* _What you need to do_: The result should be a word-for-word retyping of the entries below, free of pictures.

* _Source material_:
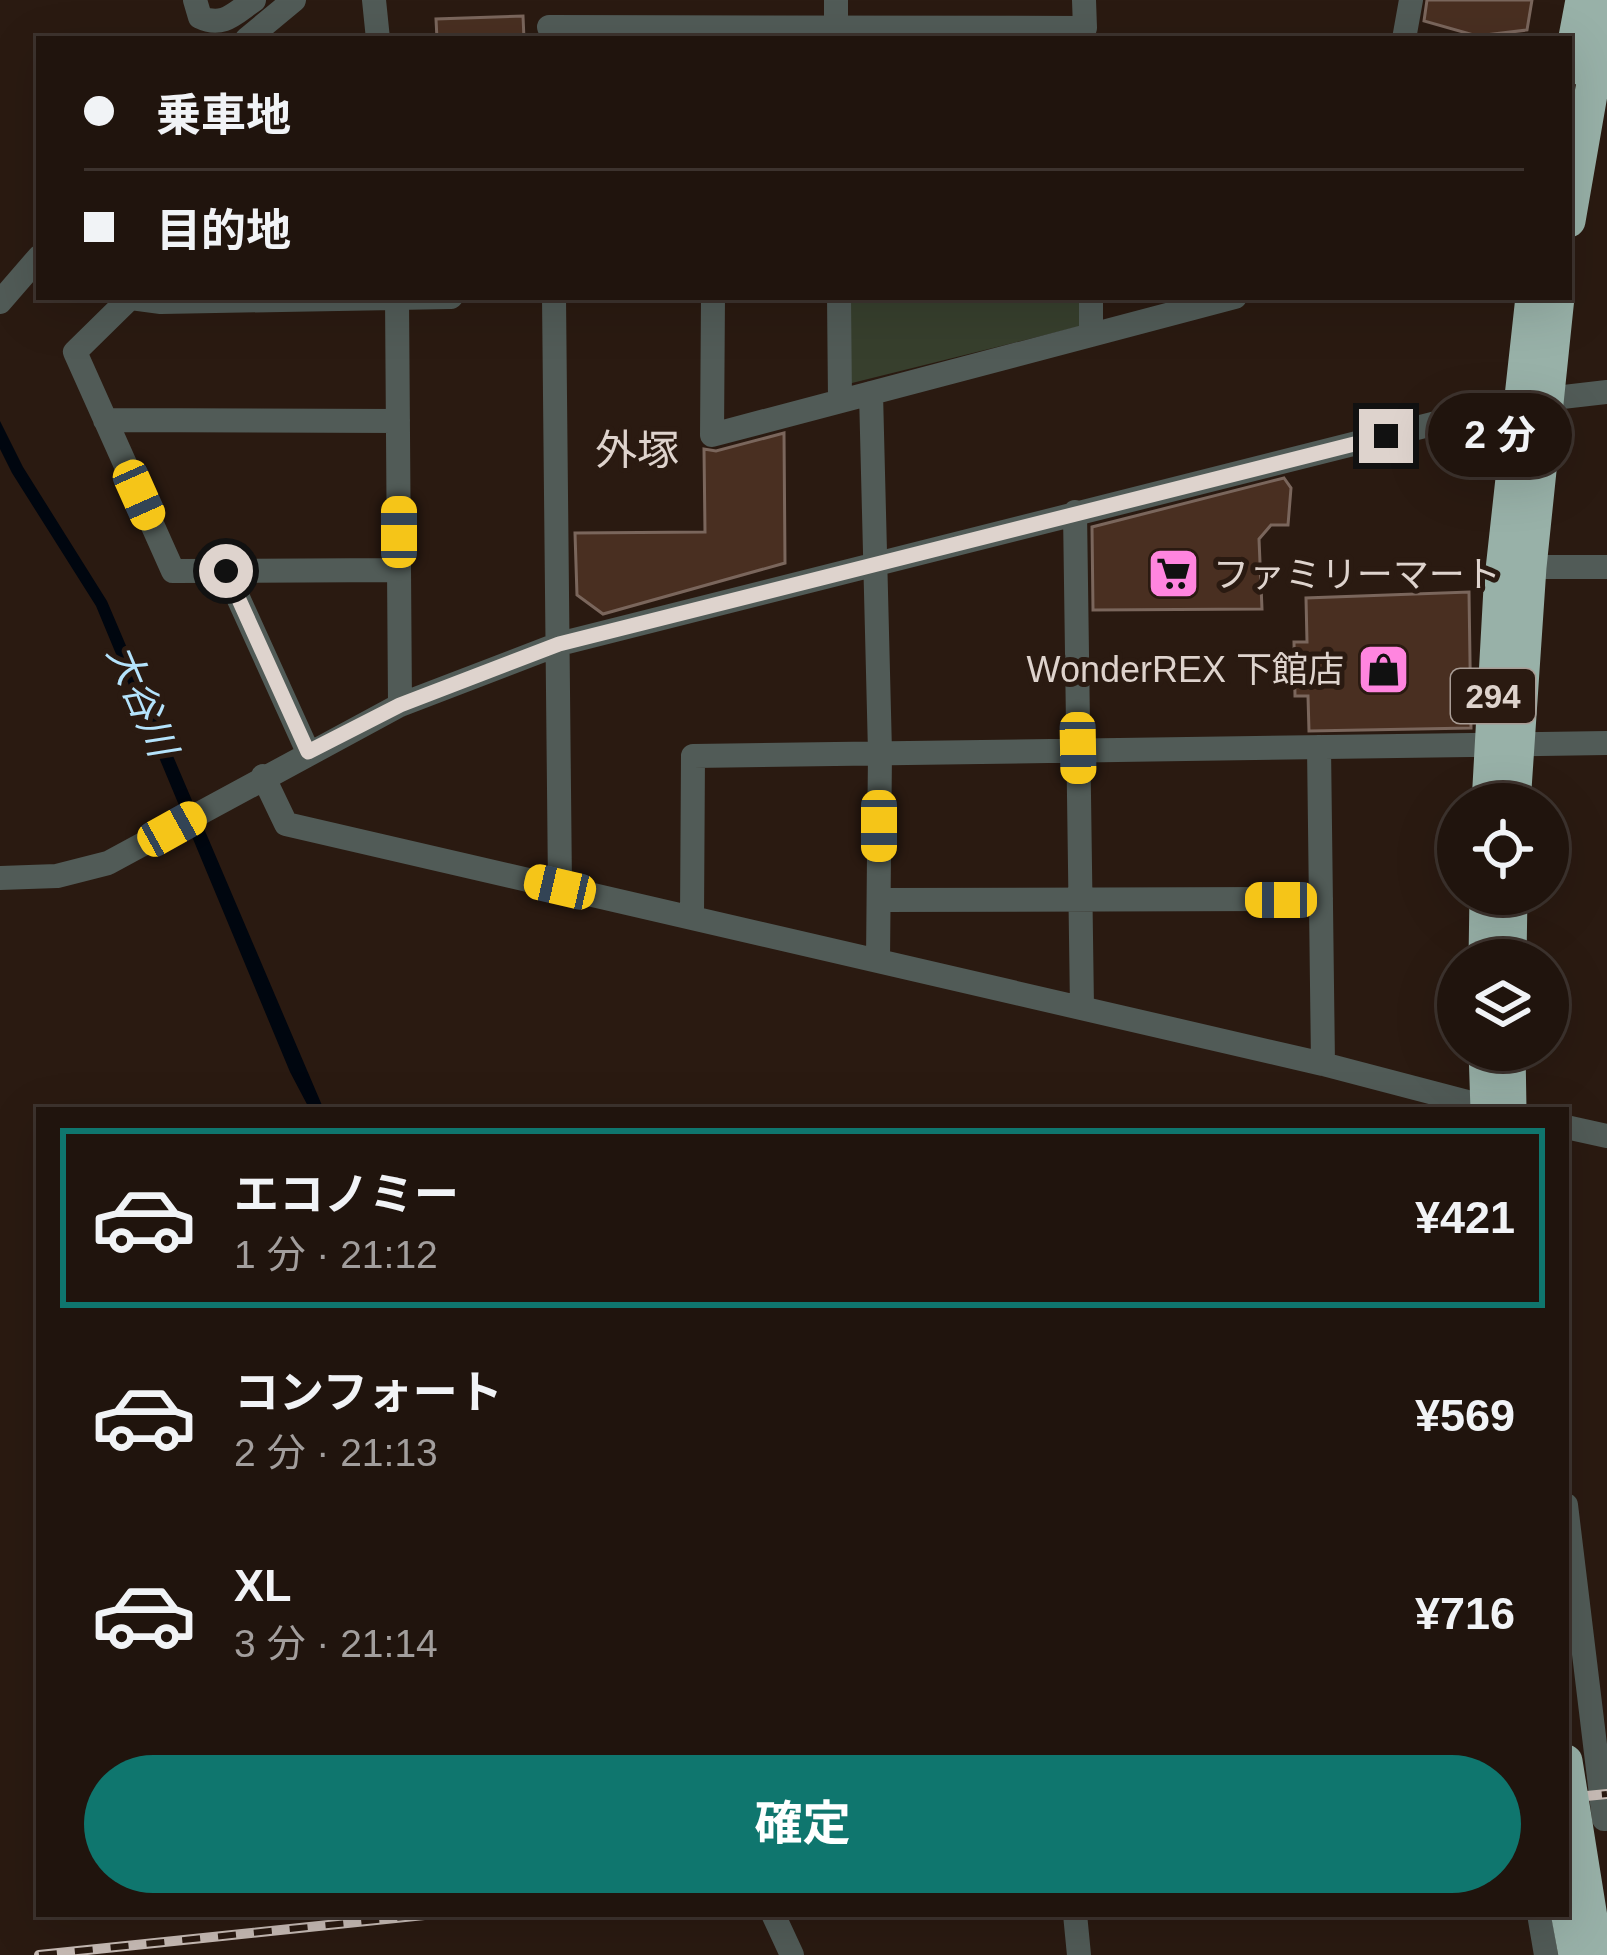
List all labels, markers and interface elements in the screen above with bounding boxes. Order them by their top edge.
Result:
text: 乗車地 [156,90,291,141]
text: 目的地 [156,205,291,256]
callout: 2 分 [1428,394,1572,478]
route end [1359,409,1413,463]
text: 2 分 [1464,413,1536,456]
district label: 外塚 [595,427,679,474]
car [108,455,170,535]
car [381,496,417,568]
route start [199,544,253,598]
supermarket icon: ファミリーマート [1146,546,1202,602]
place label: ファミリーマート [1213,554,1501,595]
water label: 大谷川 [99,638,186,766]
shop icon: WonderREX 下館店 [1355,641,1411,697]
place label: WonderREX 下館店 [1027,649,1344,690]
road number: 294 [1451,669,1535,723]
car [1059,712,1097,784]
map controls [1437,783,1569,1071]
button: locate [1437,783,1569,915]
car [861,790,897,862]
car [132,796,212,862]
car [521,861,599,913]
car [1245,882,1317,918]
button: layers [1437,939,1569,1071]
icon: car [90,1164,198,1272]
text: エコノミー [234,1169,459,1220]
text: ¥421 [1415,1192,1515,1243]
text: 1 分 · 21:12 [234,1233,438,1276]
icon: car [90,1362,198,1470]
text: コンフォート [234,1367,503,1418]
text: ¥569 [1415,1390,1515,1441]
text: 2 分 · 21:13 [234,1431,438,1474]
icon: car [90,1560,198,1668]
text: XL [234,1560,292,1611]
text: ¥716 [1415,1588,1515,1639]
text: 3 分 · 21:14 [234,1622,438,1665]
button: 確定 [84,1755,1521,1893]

* _Completed task_:
List all labels, markers and interface elements in the screen above with bounding boxes. Order them by their top edge.
Result:
text: 乗車地 [156,90,291,141]
text: 目的地 [156,205,291,256]
callout: 2 分 [1428,394,1572,478]
route end [1359,409,1413,463]
text: 2 分 [1464,413,1536,456]
district label: 外塚 [595,427,679,474]
car [108,455,170,535]
car [381,496,417,568]
route start [199,544,253,598]
supermarket icon: ファミリーマート [1146,546,1202,602]
place label: ファミリーマート [1213,554,1501,595]
water label: 大谷川 [99,638,186,766]
shop icon: WonderREX 下館店 [1355,641,1411,697]
place label: WonderREX 下館店 [1027,649,1344,690]
road number: 294 [1451,669,1535,723]
car [1059,712,1097,784]
map controls [1437,783,1569,1071]
button: locate [1437,783,1569,915]
car [861,790,897,862]
car [132,796,212,862]
car [521,861,599,913]
car [1245,882,1317,918]
button: layers [1437,939,1569,1071]
icon: car [90,1164,198,1272]
text: エコノミー [234,1169,459,1220]
text: ¥421 [1415,1192,1515,1243]
text: 1 分 · 21:12 [234,1233,438,1276]
icon: car [90,1362,198,1470]
text: コンフォート [234,1367,503,1418]
text: ¥569 [1415,1390,1515,1441]
text: 2 分 · 21:13 [234,1431,438,1474]
icon: car [90,1560,198,1668]
text: XL [234,1560,292,1611]
text: ¥716 [1415,1588,1515,1639]
text: 3 分 · 21:14 [234,1622,438,1665]
button: 確定 [84,1755,1521,1893]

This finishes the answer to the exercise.